Many faultlines and obstacles threaten the lifespan of this new arrangement
Published 06/05/2016 | 02:30
So how long can this peculiar hybrid of a Government actually last? Even before the deal on this never-before-seen minority coalition was dragged over the line, politicians of all hues at Leinster House were asking themselves that intriguing question.
The short answer is that minority governments have lasted the course well in many other countries - and some rather unlikely government arrangements in the Ireland of times past have also persisted.
Bertie Ahern's three-legged stool of 1997-2002 combined Fianna Fáil, the Progressive Democrats and four Independent TDs. At its inception it was given a potential lifespan of just a few months - but it ran for five years and Ahern was subsequently re-elected twice.
But this minority Fine Gael alliance with diverse Independents, underpinned by permission from Fianna Fáil, makes Bertie Ahern's three-legged stool look very straightforward indeed.
This Government is the least worst option - just one step up from the worst option: another general election.
Since absolutely nobody wants another general election, those involved will want to make it work. That is not a bad start - but of itself it is no guarantee that it will work and last the course.
For a better guess, let's look at the various faultlines and assess how they can be strengthened - or how they might just burst this fragile government sooner rather than later. Many people will view the Fine Gael-Fianna Fáil talk of it lasting until late 2018 with some scepticism.
First, there is the Independents' need to learn a new approach that will allow them get over a default tendency among some of their predecessors of being against the Government - any government. The Independents will also need to learn to take a step back when something happens that would normally earn their reflexive condemnation.
Government is about hard choices and swallowing individual opinions. It runs on the principle of collective responsibility and defending colleagues who are under pressure.
It is slower, harder and more complex than being a local advocate and a contributor to national debate. Few of these attributes have been second nature to Independent TDs up to now.
For some of those involved, it will involve a complete change in their political culture and their approach to the job so far. Resisting calls from local supporters to rebel may be easier said than done.
Second, there is Fianna Fáil's need to adapt to its two-phased role of "government facilitator" and lead party of opposition, nervously eyeing Sinn Féin as it faces across to the Government it has pledged to support. In a complete break with its 90-year history and experience, Fianna Fáil has passed on a cut at government and opted instead for political power from the opposition side.
Micheál Martin and his colleagues have big decisions to make in the coming two years. Can they wait for a new Fine Gael leader to be chosen and bedded in? Won't there be a temptation to shut down this Government quickly and force Fine Gael to fight the next election under Enda Kenny or a newcomer who has not had time to get his or her footing?

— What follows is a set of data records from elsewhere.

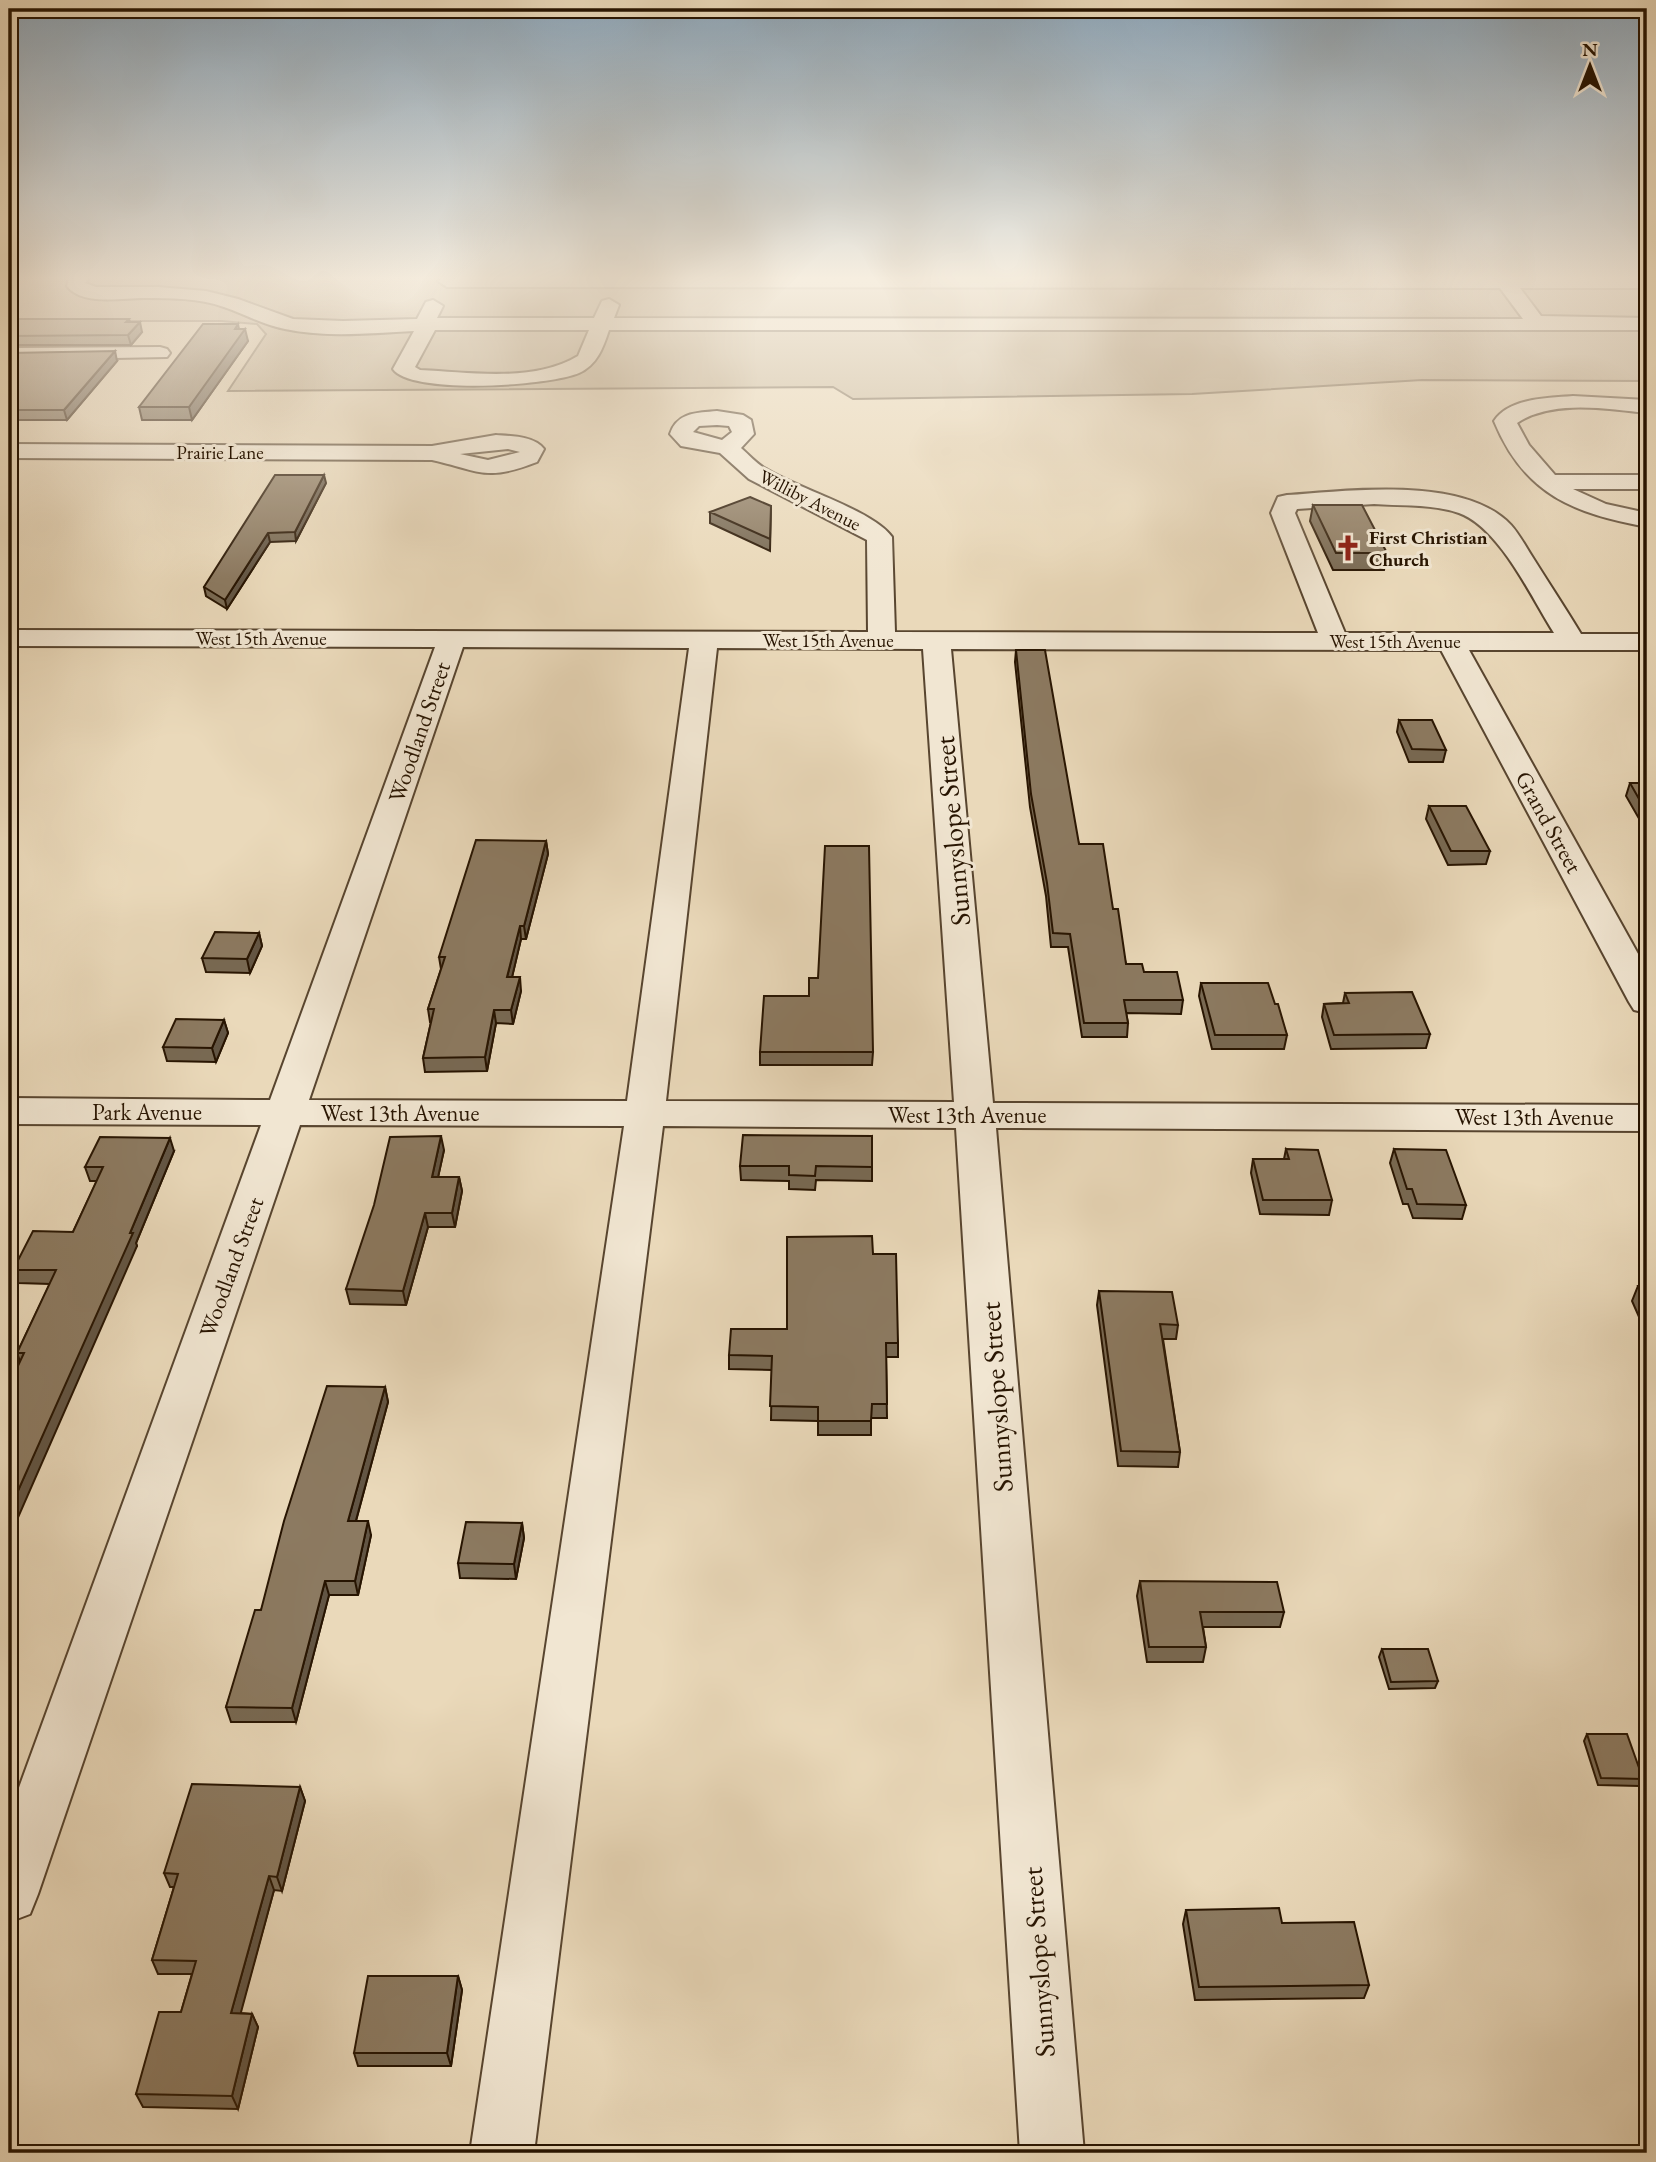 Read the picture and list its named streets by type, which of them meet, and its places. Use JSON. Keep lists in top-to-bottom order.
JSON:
{
  "streets": {
    "street": [
      "Prairie Lane",
      "Williby Avenue",
      "West 15th Avenue",
      "Woodland Street",
      "Grand Street",
      "Sunnyslope Street",
      "Park Avenue",
      "West 13th Avenue"
    ]
  },
  "crossings": [
    ["Williby Avenue", "West 15th Avenue"],
    ["West 15th Avenue", "Woodland Street"],
    ["West 15th Avenue", "Grand Street"],
    ["West 15th Avenue", "Sunnyslope Street"],
    ["Woodland Street", "Park Avenue"],
    ["Woodland Street", "West 13th Avenue"],
    ["Sunnyslope Street", "West 13th Avenue"],
    ["Park Avenue", "West 13th Avenue"]
  ],
  "places": {
    "church": ["First Christian Church"]
  },
  "north": "top"
}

Is it in their interest to let Fine Gael make big inroads and gain kudos for successfully piloting in a totally new kind of government? What issue could present itself to allow Fianna Fáil pull the plug on the Government with the least blame? The as-yet-unknown answer to at least some of these questions will tell us all we need to know about this emerging Government's lifespan.

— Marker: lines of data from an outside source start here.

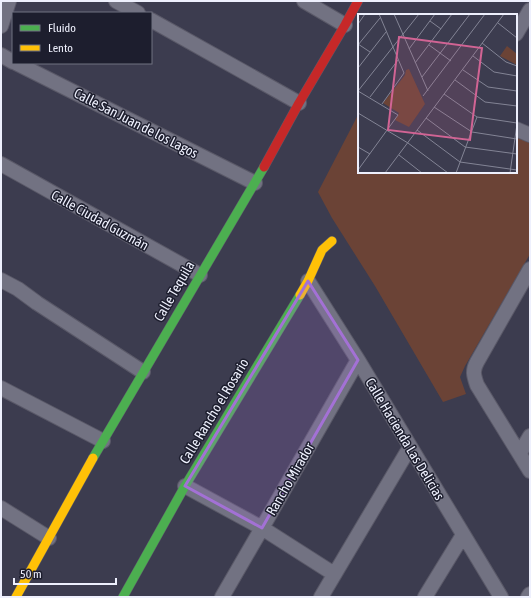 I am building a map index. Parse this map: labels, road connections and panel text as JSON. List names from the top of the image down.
{
  "streets": {
    "street": [
      "Calle San Juan de los Lagos",
      "Calle Ciudad Guzmán",
      "Calle Tequila",
      "Calle Rancho el Rosario",
      "Calle Hacienda Las Delicias",
      "Rancho Mirador"
    ]
  },
  "crossings": [
    ["Calle San Juan de los Lagos", "Calle Tequila"],
    ["Calle Ciudad Guzmán", "Calle Tequila"],
    ["Calle Rancho el Rosario", "Calle Hacienda Las Delicias"],
    ["Calle Hacienda Las Delicias", "Rancho Mirador"]
  ],
  "legend": ["Fluido", "Lento"],
  "scale_bar": "50 m"
}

All of that brings us neatly to Fine Gael and Enda Kenny.
Much has been made of this arrangement being put together just so he can become the first leader of his party to be elected Taoiseach twice in succession.
But in mitigation of this, he also had an obligation, as incumbent Taoiseach and leader of the biggest party, to work hard to deliver government from the mosaic-like Dáil that voters delivered on February 26.

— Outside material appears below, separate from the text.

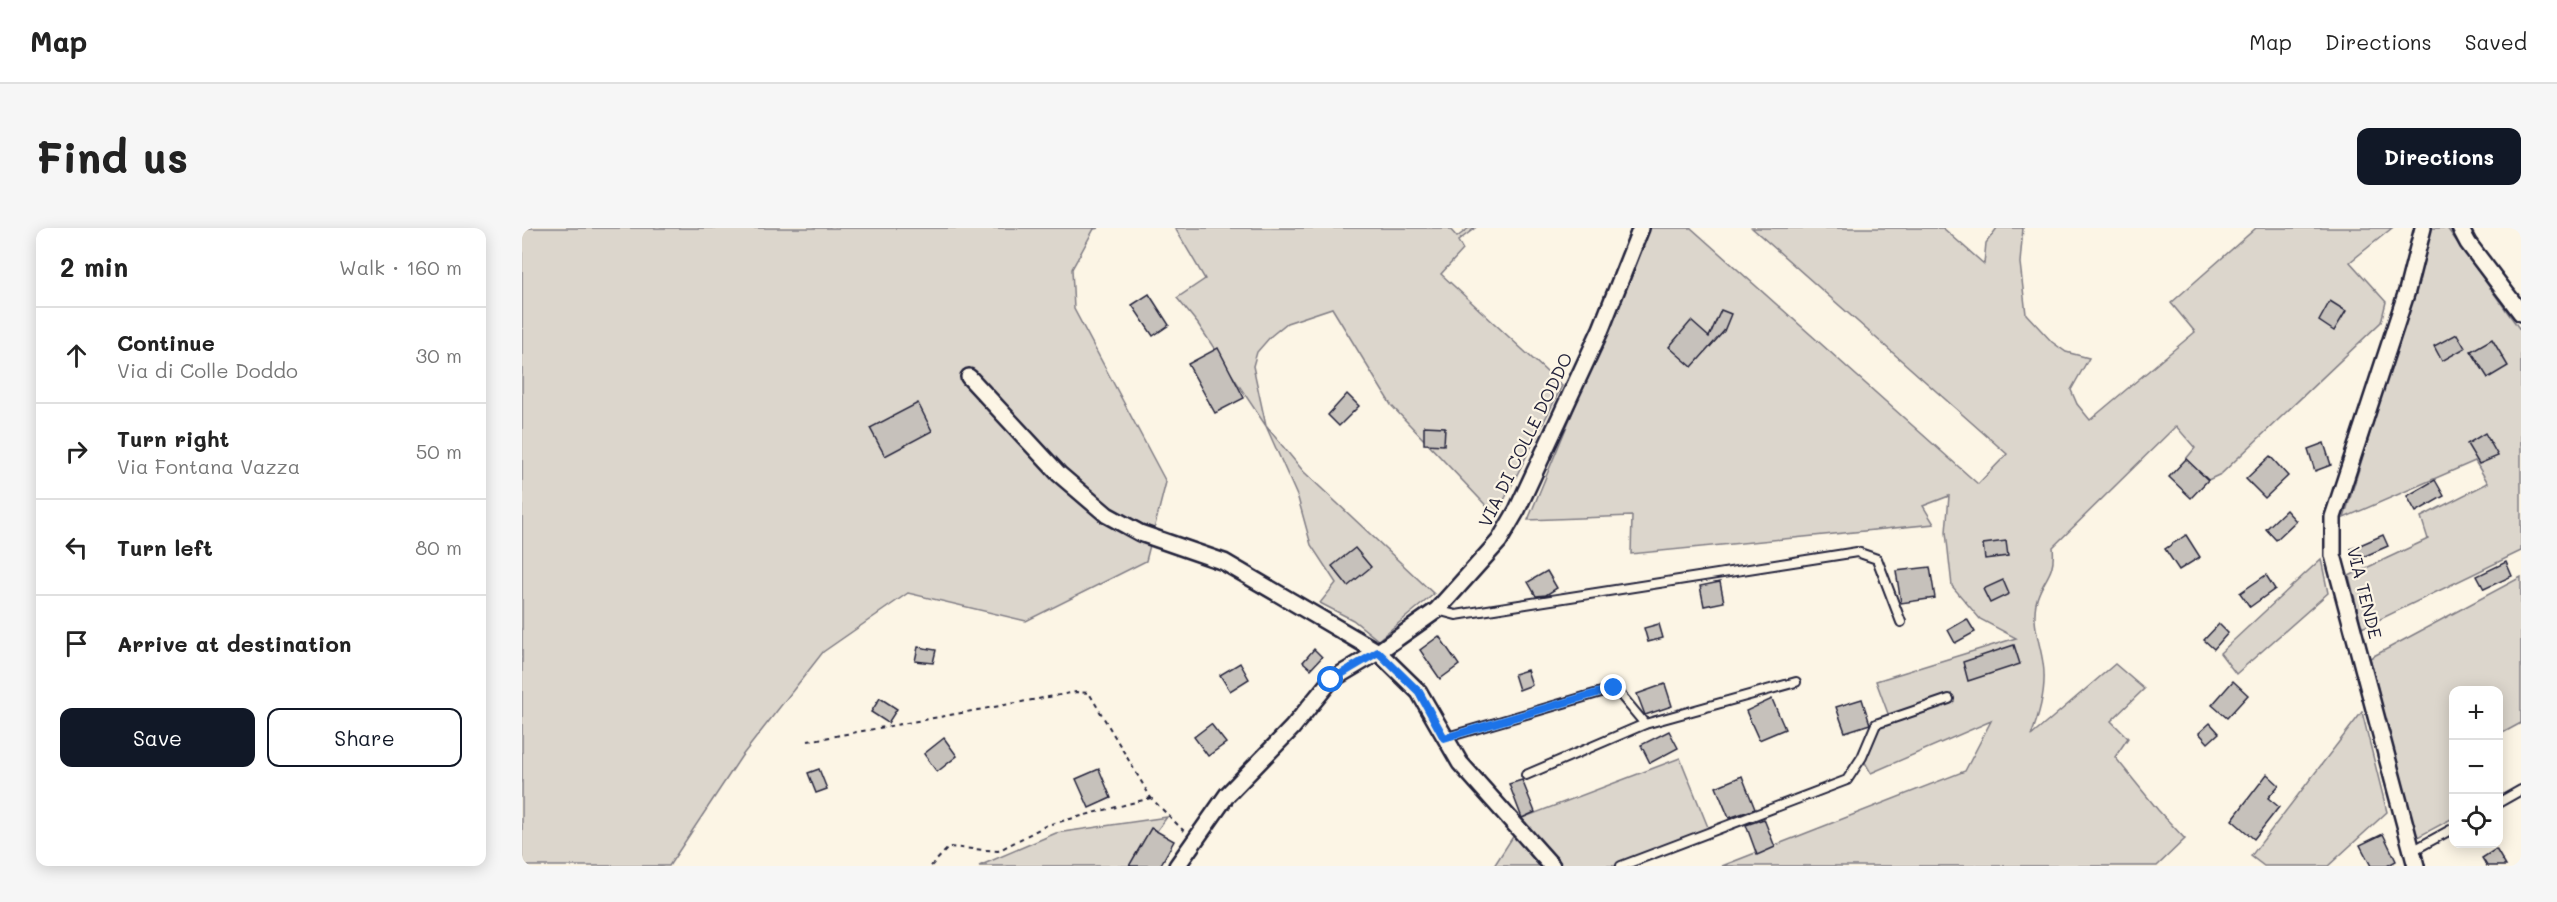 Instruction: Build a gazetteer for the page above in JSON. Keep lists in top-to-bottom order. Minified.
{"streets":{"street":["VIA DI COLLE DODDO","VIA TENDE"]},"page":{"header":"Map","nav":["Map","Directions","Saved"],"buttons":["Directions",["Save","Share"]],"title":"Find us","heading":["2 min","Walk · 160 m"],"list":[["Continue","Via di Colle Doddo","30 m"],["Turn right","Via Fontana Vazza","50 m"],["Turn left","80 m"],"Arrive at destination"],"map_buttons":["+","−"]}}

Now the 65-year-old Mayo man, who has 40 years' Dáil service, faces the biggest challenge of his career.
All his interpersonal skills and political wiles will be required if he is to successfully launch this experimental Government.
Trust and a spirit of co-operation must come from the top.
Kenny must overcome the reality that he has lost much political credibility on his path back into office.
Harsh critics can argue that he returns to office but not necessarily to power. Against that, Kenny can gain much if he can make this strange arrangement work for a term, allowing three Budgets be passed.
Everybody in Fine Gael also accepts that Enda Kenny cannot lead the party into the next election. So he must - sooner rather than later - choose a time to exit party leadership and Government Buildings. In doing so, he must help to manage an orderly handover, one that does not disrupt the fragile Government arrangement. It is the political equivalent of a multi-level game of chess.
When you glance through all those potential faultlines, it is not easy to be optimistic about the longevity of the emerging Government. But let's hope that, if successfully launched, it can take on a dynamic of its own.
The experiment is also full of opportunities for all of the 158 TDs to put their voters' stamp on new politics.